We are going to be previewing this movie on Thursday. Loved the book - have heard great things from Donald Miller at Willow Creek Community Church. He is a Jesus lover and an urban missionary. I can't wait to see how they handle this.
After you finish laughing, some seriousness (just a little):
This famous image (sans quip) is from the story of Jacob who wrestled with the angel of God until he received his demanded blessing.
One would think such action would end in God's spanking Jacob and Jacob being a sad little sinner shunned by the Lord.
Au contraire ... though he did get a little beat up, God rewarded Jacob for his tenacity and faith, & Jacob became 'Israel', the paternal figure from whom God's people, including Jesus, descended... Not to mention the namesake for the Jewish nation into modern day.
What does that say about how we should approach faith?

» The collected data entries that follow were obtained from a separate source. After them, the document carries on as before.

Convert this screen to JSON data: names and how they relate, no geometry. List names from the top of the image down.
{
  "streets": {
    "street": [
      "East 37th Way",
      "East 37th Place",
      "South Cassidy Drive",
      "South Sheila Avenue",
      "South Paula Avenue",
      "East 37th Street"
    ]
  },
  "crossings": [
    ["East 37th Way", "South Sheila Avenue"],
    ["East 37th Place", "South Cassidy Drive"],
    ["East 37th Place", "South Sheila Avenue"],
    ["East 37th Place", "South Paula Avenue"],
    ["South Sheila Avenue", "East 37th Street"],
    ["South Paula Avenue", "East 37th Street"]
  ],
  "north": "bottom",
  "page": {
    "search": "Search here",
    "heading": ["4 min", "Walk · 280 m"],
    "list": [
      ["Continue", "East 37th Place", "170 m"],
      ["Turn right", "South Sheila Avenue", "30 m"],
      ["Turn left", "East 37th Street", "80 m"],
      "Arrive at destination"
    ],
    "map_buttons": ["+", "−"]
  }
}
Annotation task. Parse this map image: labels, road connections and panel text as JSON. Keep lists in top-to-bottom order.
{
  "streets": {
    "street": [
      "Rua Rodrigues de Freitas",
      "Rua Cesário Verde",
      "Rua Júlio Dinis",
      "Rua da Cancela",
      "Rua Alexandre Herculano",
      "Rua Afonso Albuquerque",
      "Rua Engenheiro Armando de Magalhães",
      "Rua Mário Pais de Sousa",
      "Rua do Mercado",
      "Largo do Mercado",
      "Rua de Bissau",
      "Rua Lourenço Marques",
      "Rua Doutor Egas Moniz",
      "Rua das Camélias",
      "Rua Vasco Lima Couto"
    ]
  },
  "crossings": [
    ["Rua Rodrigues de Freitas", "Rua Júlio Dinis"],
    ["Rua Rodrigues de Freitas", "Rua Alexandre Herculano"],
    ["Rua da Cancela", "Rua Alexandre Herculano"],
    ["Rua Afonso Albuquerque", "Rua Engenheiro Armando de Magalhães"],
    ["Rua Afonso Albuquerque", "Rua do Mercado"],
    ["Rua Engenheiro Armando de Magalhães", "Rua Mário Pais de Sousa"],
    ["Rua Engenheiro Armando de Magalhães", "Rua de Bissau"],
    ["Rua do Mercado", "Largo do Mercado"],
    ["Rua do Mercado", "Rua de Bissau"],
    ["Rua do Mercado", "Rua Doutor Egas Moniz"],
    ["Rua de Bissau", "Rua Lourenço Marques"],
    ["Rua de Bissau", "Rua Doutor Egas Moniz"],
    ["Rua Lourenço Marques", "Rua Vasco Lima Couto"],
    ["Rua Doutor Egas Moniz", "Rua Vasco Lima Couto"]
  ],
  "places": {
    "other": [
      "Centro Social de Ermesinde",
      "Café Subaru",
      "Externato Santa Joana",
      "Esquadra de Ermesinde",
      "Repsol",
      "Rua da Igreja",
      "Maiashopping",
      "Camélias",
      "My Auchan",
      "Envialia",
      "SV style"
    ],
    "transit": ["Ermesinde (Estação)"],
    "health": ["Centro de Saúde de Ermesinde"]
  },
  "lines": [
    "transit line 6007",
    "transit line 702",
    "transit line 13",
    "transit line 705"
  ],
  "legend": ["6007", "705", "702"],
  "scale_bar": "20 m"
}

Maybe we aren't as helpless as we think?
So next time you feel like you are getting hit in the face by life...maybe hit back a few times and see what happens.
No I don't. Failure sucks, but this puts it into perspective.
Soooo it is a new year, and I am again on the ol' diet. I'm not really a dieter, but every now and then I decide to go healthy and give up sugars. I inevitably feel better and also <perk> look better.
Now here is the rub: I have a 12 year old son. With a kid that age, there are ALWAYS treats around, today's addition being some delicious looking Entenmen's donuts. I like donuts. I don't feel great when I eat them, but they are TASTY and really fun to eat. Ya.
Ironically, the most reliable predicter of whether one will gain weight in the future is the simple question, have you been on a diet in the last decade? If the answer is YES, then statistically one is likely to gain weight. You read that right, being on a diet makes you MORE likely to gain weight. Not real inspiring for the health-conscious.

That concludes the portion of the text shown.